Firefox 3.5.3 Update - 9th September 2009

Firefox 3.5.3 Update - 9th September 2009

I’d like a rock solid web browser too. One that just displays web pages circa 2002 and does not purport to be yet another “platform”.

(Full disclosure: I think my software development career went downhill after I agreed to work on platforms rather than useful applications, so maybe I am biased.)

I guess one problem is that too many bright programmers are working for the bad guys and not for the boring corporations that make the applications they attack.

Back to Adobe. It is interesting that their major applications like Photoshop and Lightroom are on a much slower update cycle. Maybe once every six months. It seems to be a different world for those development teams.

AutoCopy :: Add-on for Firefox

August 30, 2009

AutoCopy :: Add-on for Firefox.

Firefox AutoCopy Add-on

I’m always copying snippets of text from web pages to use on this blog or something else I am writing. This little add-on makes it a bit easier. Every time I select some text it presses Ctrl-C for me and copies it to the clipboard. It only works for text – not images.
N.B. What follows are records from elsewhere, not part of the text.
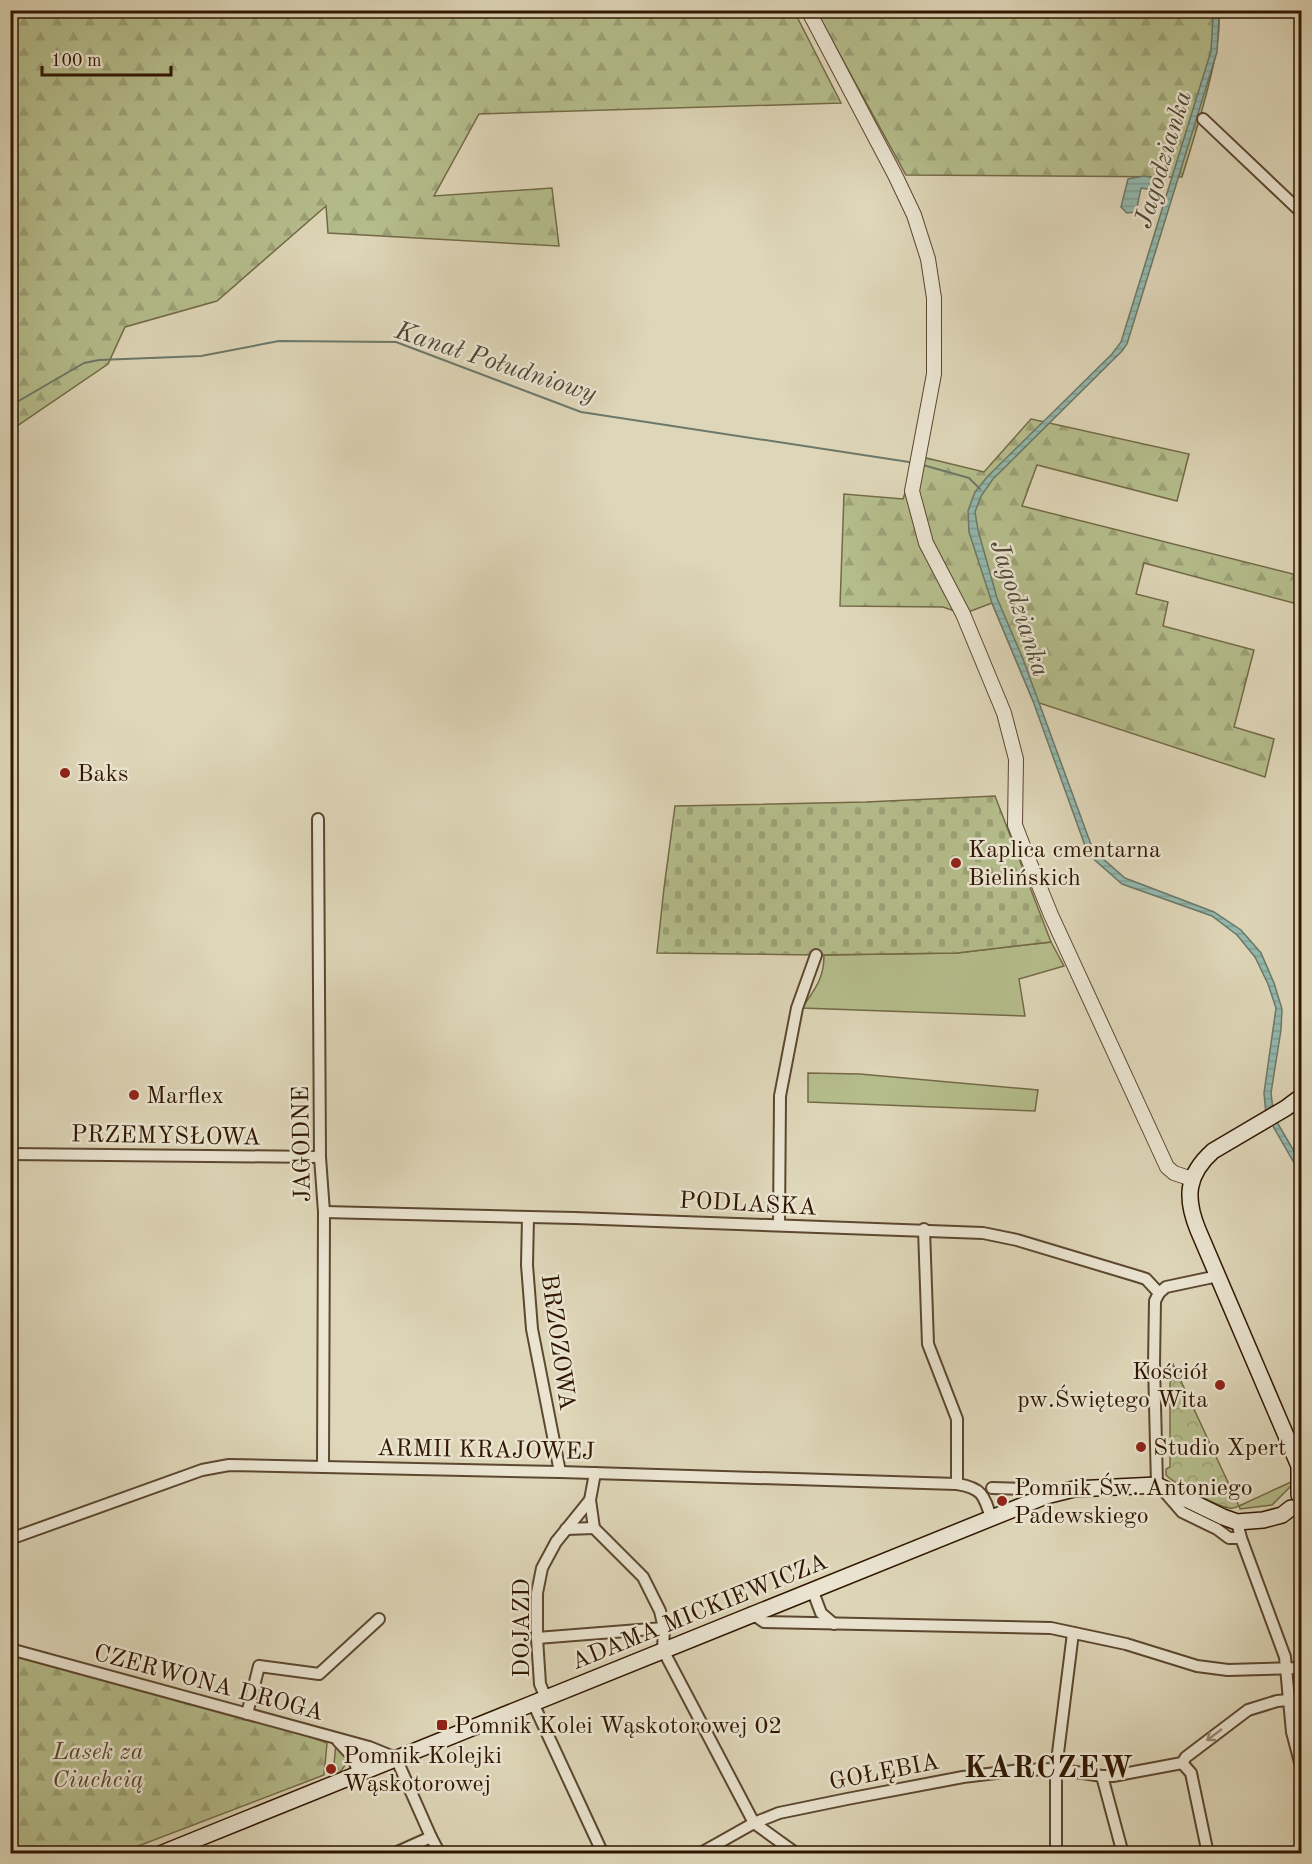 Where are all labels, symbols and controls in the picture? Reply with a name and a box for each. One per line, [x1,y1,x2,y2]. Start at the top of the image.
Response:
scale bar [42,39,171,77]
text: 100 m [51,52,102,70]
water label: Jagodzianka [1131,88,1197,231]
water label: Kanał Południowy [391,318,600,408]
water label: Jagodzianka [985,537,1053,680]
place label: Baks [77,763,128,787]
marker: Baks [58,766,72,780]
place label: Kaplica cmentarna Bielińskich [968,839,1161,891]
marker: Kaplica cmentarna Bielińskich [949,856,963,870]
place label: Marflex [146,1085,224,1109]
street label: JAGODNE [290,1086,316,1202]
marker: Marflex [127,1088,141,1102]
street label: PRZEMYSŁOWA [71,1123,261,1151]
street label: PODLASKA [679,1189,817,1221]
street label: BRZOZOWA [536,1273,578,1412]
place label: Kościół pw.Świętego Wita [1017,1361,1208,1413]
marker: Kościół pw.Świętego Wita [1213,1378,1227,1392]
street label: ARMII KRAJOWEJ [377,1437,595,1465]
place label: Studio Xpert [1153,1437,1286,1461]
marker: Studio Xpert [1134,1440,1148,1454]
place label: Pomnik Św. Antoniego Padewskiego [1014,1472,1253,1529]
marker: Pomnik Św. Antoniego Padewskiego [995,1494,1009,1508]
street label: ADAMA MICKIEWICZA [568,1550,831,1675]
street label: DOJAZD [511,1578,535,1678]
street label: CZERWONA DROGA [91,1642,326,1726]
place label: Pomnik Kolei Wąskotorowej 02 [454,1715,782,1739]
marker: Pomnik Kolei Wąskotorowej 02 [435,1718,449,1732]
one-way arrow [1206,1729,1222,1742]
park label: Lasek za Ciuchcią [51,1741,144,1793]
place label: Pomnik Kolejki Wąskotorowej [343,1745,502,1797]
street label: GOŁĘBIA [827,1751,941,1795]
district label: KARCZEW [964,1754,1134,1784]
marker: Pomnik Kolejki Wąskotorowej [324,1762,338,1776]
It has a useful right-click menu that includes:

  • Undo copy
  • Previous clipboards – a history!
  • Paste to location bar
  • Paste to search bar
  • Search for (whatever is selected)
  • Open in new tab (assuming you’ve selected a URL)
  • Append URL to clipboard

My only problem with Firefox add-ons is that they are very sensitive to the Firefox version. Firefox wants to update itself almost weekly and I almost always get an error message about incompatible add-ons I have installed.

It’s another of those things that make using a PC more complex and stressful than I like. I like to minimize the number of add-ons and utilities I install – but they grow inexorably over time. I lost the lot when my old laptop’s drive crashed and it was nice to start from scratch.

I found a problem with Auto Copy when composing blog posts. When I want to add a URL I usually find the page I want in another browser tab and copy the URL from the address bar. Then I return to the editing window, select the text and insert the link.

But with Auto Copy it replaces what I just put on the clipboard with the text I’d selected in the post. That caused me to wonder what was up until I remembered Auto Copy. The work around is to select the text first and open the link creation window. Then go to the other tab and copy the URL.

Aren’t side effects wonderful‽

Annoying Firefox Error Message

July 3, 2009

“Please check the name and try again.”

Firefox knows that I have accessed this URL before (it’s in my History), so there’s no point in telling me I may have made a mistake typing the address. This will only confuse inexperienced users.

Similarly if I click on a link in a page from a known site and the connection doesn’t work there’s little point in asking the user to check the name and try again.

It’s a trivial point but it happens a lot from Thailand where the Internet is very inconsistent in its performance and connectivity (Being very polite here.)


Other browsers do it too – it isn’t only Firefox.